FRS Clipper offers year-round, passenger-only fast-ferry service between Seattle and Victoria
Sailing between Seattle in Washington, USA and Victoria, British Columbia in Canada, FRS Clipper operates ferry services in what is unarguably one of the most beautiful regions of the world.
However, in March 2020, the pandemic forced the closure of the border between the USA and Canada for discretionary travel, immediately halting FRS Clipper’s ability to operate its core international fast-ferry route. The pandemic subsequently shut down the Seattle-based company’s business for more than two years.
Matthias Pahnke, CEO of FRS Clipper and recently appointed director and co-president of Interferry, says: “We remained hopeful that the border would reopen in 2020. Unfortunately, it remained closed, and the majority of the FRS Clipper team had to be laid off. We were only able to retain a handful of employees to maintain business continuity and prepare for our return to business.
“In spring 2021, while still restricted from operating our international service, we were able to reinstate domestic operations with San Juan Clipper, which is owned by our US partner. We provided fast-ferry services between Seattle and Friday Harbor, Washington, as well as whale-watching tours from downtown Seattle in a great team effort involving both onshore staff and onboard crew.”
While other parts of the world experienced a relatively normal summer in 2021, discretionary travel to Canada was only opened again at the end of the season and even then, was subject to significant restrictions with travellers being required to be fully vaccinated and provide a negative PCR test. Despite these headwinds, FRS Clipper attempted to restart its international service but the restrictions proved to be too much.
“Demand was too low, and the restart had to be stopped,” says Pahnke. “After another period of planning and waiting, the PCR testing requirement was finally removed for fully vaccinated travellers entering Canada in April 2022 and we were able to resume international service.
“We learned the hard way that ‘hope for the best, plan for the worst’ was truly the only ‘strategy’ that worked. From my perspective, however, it was not strategy that carried us through the pandemic; it was people, our shareholders and our employees. Our shareholders demonstrated incredible patience and trust, especially in 2021 when the rest of the world was reopening while FRS Clipper sat on the sidelines constrained by the lockdown of the US – Canadian border.
“Our employees continue to demonstrate incredible dedication and resilience, grinding through the years to keep the company afloat and returning to work for FRS Clipper, despite being furloughed on multiple occasions. I am incredibly lucky to have the chance to contribute to the success of this dedicated and loyal team.”

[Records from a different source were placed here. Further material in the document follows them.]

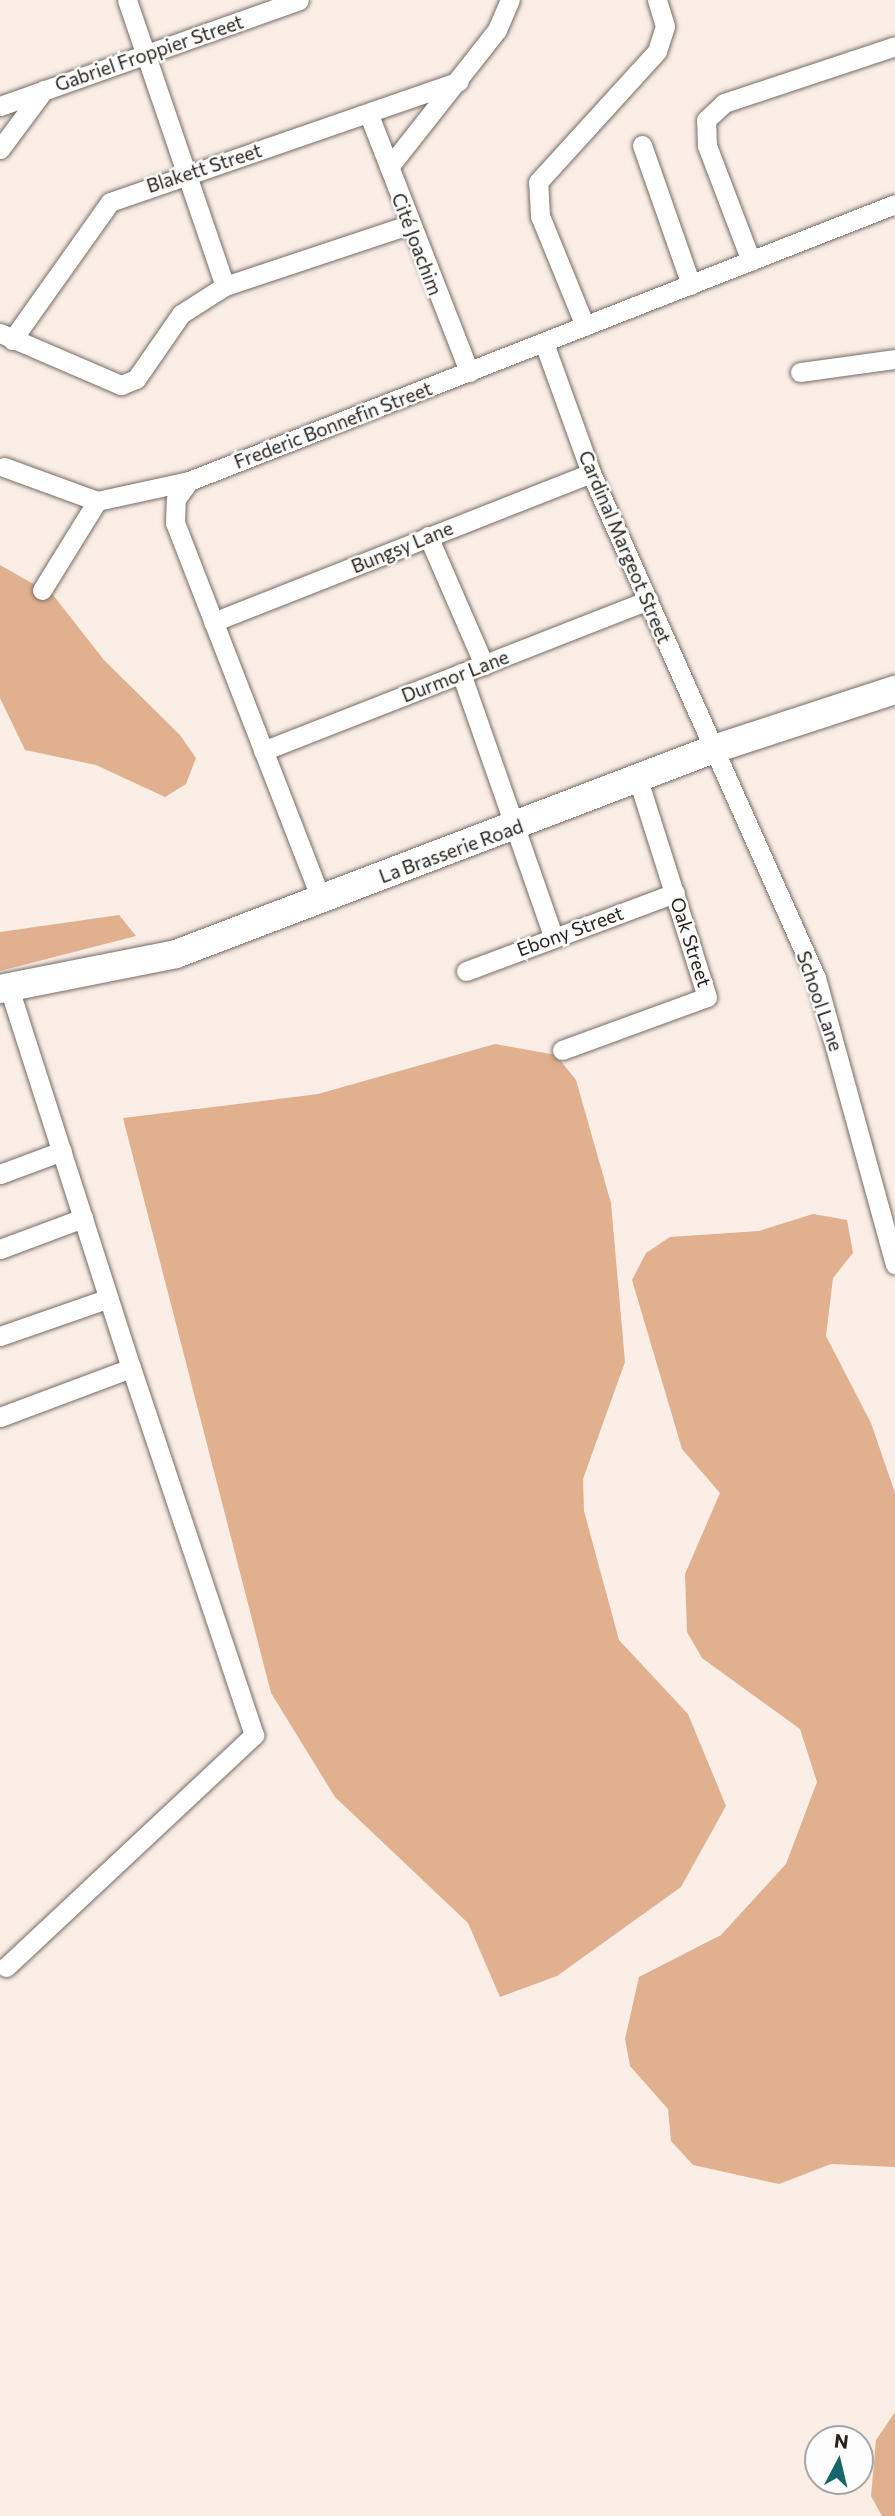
<!DOCTYPE html>
<html>
<head>
<meta charset="utf-8">
<style>
  body { margin:0 }
  #map { position:relative; width:895px; height:2516px; overflow:hidden; background:#faeee6; font-family:Commissioner,sans-serif }
  div>[style] { position:absolute }
  .forest>* { inset:0; background:#e1b08f }
  .roads { filter:drop-shadow(0 0 2px #766c65) drop-shadow(0 0 2px #766c65) }
  .street>* { height:19px; margin:-9.5px; padding:0 9.5px; transform-origin:9.5px; border-radius:9.5px; background:#fff }
  .secondary>* { height:28px; margin:-14px; padding:0 14px; transform-origin:14px; border-radius:14px; background:#fff }
  span { translate:-50% -50%; white-space:nowrap; text-align:center; line-height:1.15; -webkit-text-stroke:5px #fdfdfd; paint-order:stroke }
  .street-label { font-size:19px; color:#272320 }
  .north { position:absolute; left:804px; top:2425px; width:70px; height:70px; box-sizing:border-box; background:#fdfdfd; border:2px solid #a7a6a5; border-radius:50%; rotate:7deg; font-size:19px; font-weight:700; line-height:28px; text-align:center; color:#272320 }
  .north::after { content:''; display:block; margin:auto; width:24px; height:32px; background:#17666a; clip-path:polygon(50% 0,100% 100%,50% 72%,0 100%) }
</style>
</head>
<body>
<div id="map">
  <div class="forest">
    <div style="clip-path:polygon(0 565px,53px 595px,104px 660px,180px 735px,196px 758px,186px 784px,165px 797px,96px 765px,25px 750px,0 698px)"></div>
    <div style="clip-path:polygon(119px 915px,136px 936px,0 971px,0 932px)"></div>
    <div style="clip-path:polygon(495px 1044px,556px 1055px,576px 1080px,611px 1203px,625px 1362px,583px 1479px,584px 1511px,619px 1640px,688px 1714px,726px 1806px,681px 1887px,557px 1976px,500px 1997px,468px 1923px,335px 1797px,271px 1693px,123px 1118px,318px 1094px)"></div>
    <div style="clip-path:polygon(813px 1214px,847px 1220px,853px 1253px,833px 1278px,826px 1336px,871px 1423px,895px 1493px,895px 2167px,831px 2164px,779px 2184px,693px 2165px,671px 2141px,668px 2109px,630px 2066px,625px 2039px,639px 1977px,721px 1935px,786px 1864px,817px 1782px,800px 1729px,702px 1658px,687px 1632px,685px 1574px,720px 1493px,682px 1449px,632px 1280px,646px 1253px,670px 1237px,759px 1231px)"></div>
    <div style="clip-path:polygon(895px 2412px,895px 2516px,882px 2516px,871px 2496px,876px 2440px)"></div>
  </div>
  <div class="roads">
    <div class="street">
      <div style="left:127px;top:0;width:302px;rotate:71.1deg"></div>
      <div style="left:0;top:106px;width:317px;rotate:-19.5deg"></div>
      <div style="left:369px;top:115px;width:276px;rotate:68.7deg"></div>
      <div style="left:642px;top:145px;width:148px;rotate:70.7deg"></div>
      <div style="left:0;top:149px;width:74px;rotate:-53.3deg"></div>
      <div style="left:389px;top:167px;width:174px;rotate:-51.8deg"></div>
      <div style="left:497px;top:30px;width:33px;rotate:-67deg"></div>
      <div style="left:751px;top:261px;width:123px;rotate:-110.9deg"></div>
      <div style="left:707px;top:146px;width:26px;rotate:-92deg"></div>
      <div style="left:706px;top:120px;width:25px;rotate:-43deg"></div>
      <div style="left:724px;top:103px;width:180px;rotate:-18.4deg"></div>
      <div style="left:585px;top:326px;width:119px;rotate:-112.2deg"></div>
      <div style="left:540px;top:216px;width:34px;rotate:-93deg"></div>
      <div style="left:538px;top:182px;width:177px;rotate:-47.7deg"></div>
      <div style="left:657px;top:51px;width:26px;rotate:-72deg"></div>
      <div style="left:665px;top:26px;width:27px;rotate:-107deg"></div>
      <div style="left:0;top:333px;width:132px;rotate:23.3deg"></div>
      <div style="left:121px;top:385px;width:16px;rotate:-22deg"></div>
      <div style="left:136px;top:379px;width:79px;rotate:-55.3deg"></div>
      <div style="left:181px;top:314px;width:52px;rotate:-32.5deg"></div>
      <div style="left:225px;top:286px;width:193px;rotate:-18.4deg"></div>
      <div style="left:12px;top:340px;width:169px;rotate:-54.6deg"></div>
      <div style="left:110px;top:202px;width:369px;rotate:-19.1deg"></div>
      <div style="left:544px;top:343px;width:138px;rotate:70.1deg"></div>
      <div style="left:591px;top:473px;width:553px;rotate:65.98deg"></div>
      <div style="left:816px;top:978px;width:297px;rotate:74.6deg"></div>
      <div style="left:800px;top:372px;width:96px;rotate:-7.8deg"></div>
      <div style="left:4px;top:467px;width:99px;rotate:20.1deg"></div>
      <div style="left:428px;top:536px;width:141px;rotate:66.5deg"></div>
      <div style="left:42px;top:590px;width:105px;rotate:-58.3deg"></div>
      <div style="left:97px;top:501px;width:94px;rotate:-12.3deg"></div>
      <div style="left:213px;top:622px;width:406px;rotate:-21.5deg"></div>
      <div style="left:461px;top:673px;width:279px;rotate:70.7deg"></div>
      <div style="left:263px;top:751px;width:414px;rotate:-21.4deg"></div>
      <div style="left:321px;top:899px;width:403px;rotate:-111.2deg"></div>
      <div style="left:175px;top:523px;width:24px;rotate:-88deg"></div>
      <div style="left:176px;top:499px;width:22px;rotate:-54deg"></div>
      <div style="left:189px;top:481px;width:758px;rotate:-21.42deg"></div>
      <div style="left:466px;top:971px;width:223px;rotate:-20.5deg"></div>
      <div style="left:562px;top:1050px;width:154px;rotate:-20.1deg"></div>
      <div style="left:707px;top:997px;width:229px;rotate:-107.6deg"></div>
      <div style="left:0;top:1174px;width:66px;rotate:-20.4deg"></div>
      <div style="left:0;top:1249px;width:89px;rotate:-20.5deg"></div>
      <div style="left:0;top:1336px;width:115px;rotate:-19.2deg"></div>
      <div style="left:0;top:1417px;width:140px;rotate:-20.5deg"></div>
      <div style="left:131px;top:1368px;width:400px;rotate:-107.8deg"></div>
      <div style="left:6px;top:1967px;width:340px;rotate:-43.1deg"></div>
      <div style="left:254px;top:1735px;width:387px;rotate:-108.5deg"></div>
    </div>
    <div class="secondary">
      <div style="left:0;top:989px;width:179px;rotate:-11.2deg"></div>
      <div style="left:176px;top:954px;width:573px;rotate:-20.87deg"></div>
      <div style="left:711px;top:750px;width:194px;rotate:-18.1deg"></div>
    </div>
  </div>
  <div class="street-label">
    <span style="left:149px;top:53px;rotate:-19deg">Gabriel Froppier Street</span>
    <span style="left:204px;top:168px;rotate:-18deg">Blakett Street</span>
    <span style="left:417px;top:244px;rotate:69deg">Cité Joachim</span>
    <span style="left:333px;top:425px;rotate:-21deg">Frederic Bonnefin Street</span>
    <span style="left:402px;top:547px;rotate:-22deg">Bungsy Lane</span>
    <span style="left:625px;top:547px;rotate:67deg">Cardinal Margeot Street</span>
    <span style="left:455px;top:676px;rotate:-21deg">Durmor Lane</span>
    <span style="left:451px;top:851px;rotate:-20deg">La Brasserie Road</span>
    <span style="left:570px;top:931px;rotate:-20deg">Ebony Street</span>
    <span style="left:691px;top:942px;rotate:72deg">Oak Street</span>
    <span style="left:820px;top:1001px;rotate:71deg">School Lane</span>
  </div>
  <div class="north">N</div>
</div>
</body>
</html>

Two years of not being able to travel internationally has created a significant amount of pent-up demand, especially for families and friends to reconnect and once again travel mostly without restrictions.
“While demand for travel has been strong for summer 2022, skyrocketing fuel costs are certainly a challenge,” says Pahnke. “Furthermore, staffing challenges continue across the regional maritime and travel industry, requiring all employees to partake in shared additional responsibilities as we recruit for open roles.
“Our biggest challenge for a full return to seamless travel remains having guests arrive at our terminal having completed Canada’s required ArriveCAN app prior to crossing the border. We are hopeful and optimistic that these points of friction will continue to ease with time.”
Since 1986, FRS Clipper’s business has been built on the back of a year-round, passenger-only, fast-ferry service between Seattle and Victoria. Regionally, FRS Clipper is recognised as the fastest, most reliable way to connect between both cities.
Pahnke is upbeat about the brand’s future and believes the ferry industry will continue to be a key facilitator and contributor for the economic success of the region. However, he concedes that the most immediate and challenging issue will be overcoming current staffing issues. “All key maritime players in the industry are struggling to find staff with the right credentials to support vessel and shoreside operations,” he explains. “Threats of a resurging pandemic and recession will linger, but I remain optimistic that by the end of 2023, staffing levels and overall business operations will begin to normalise once again.”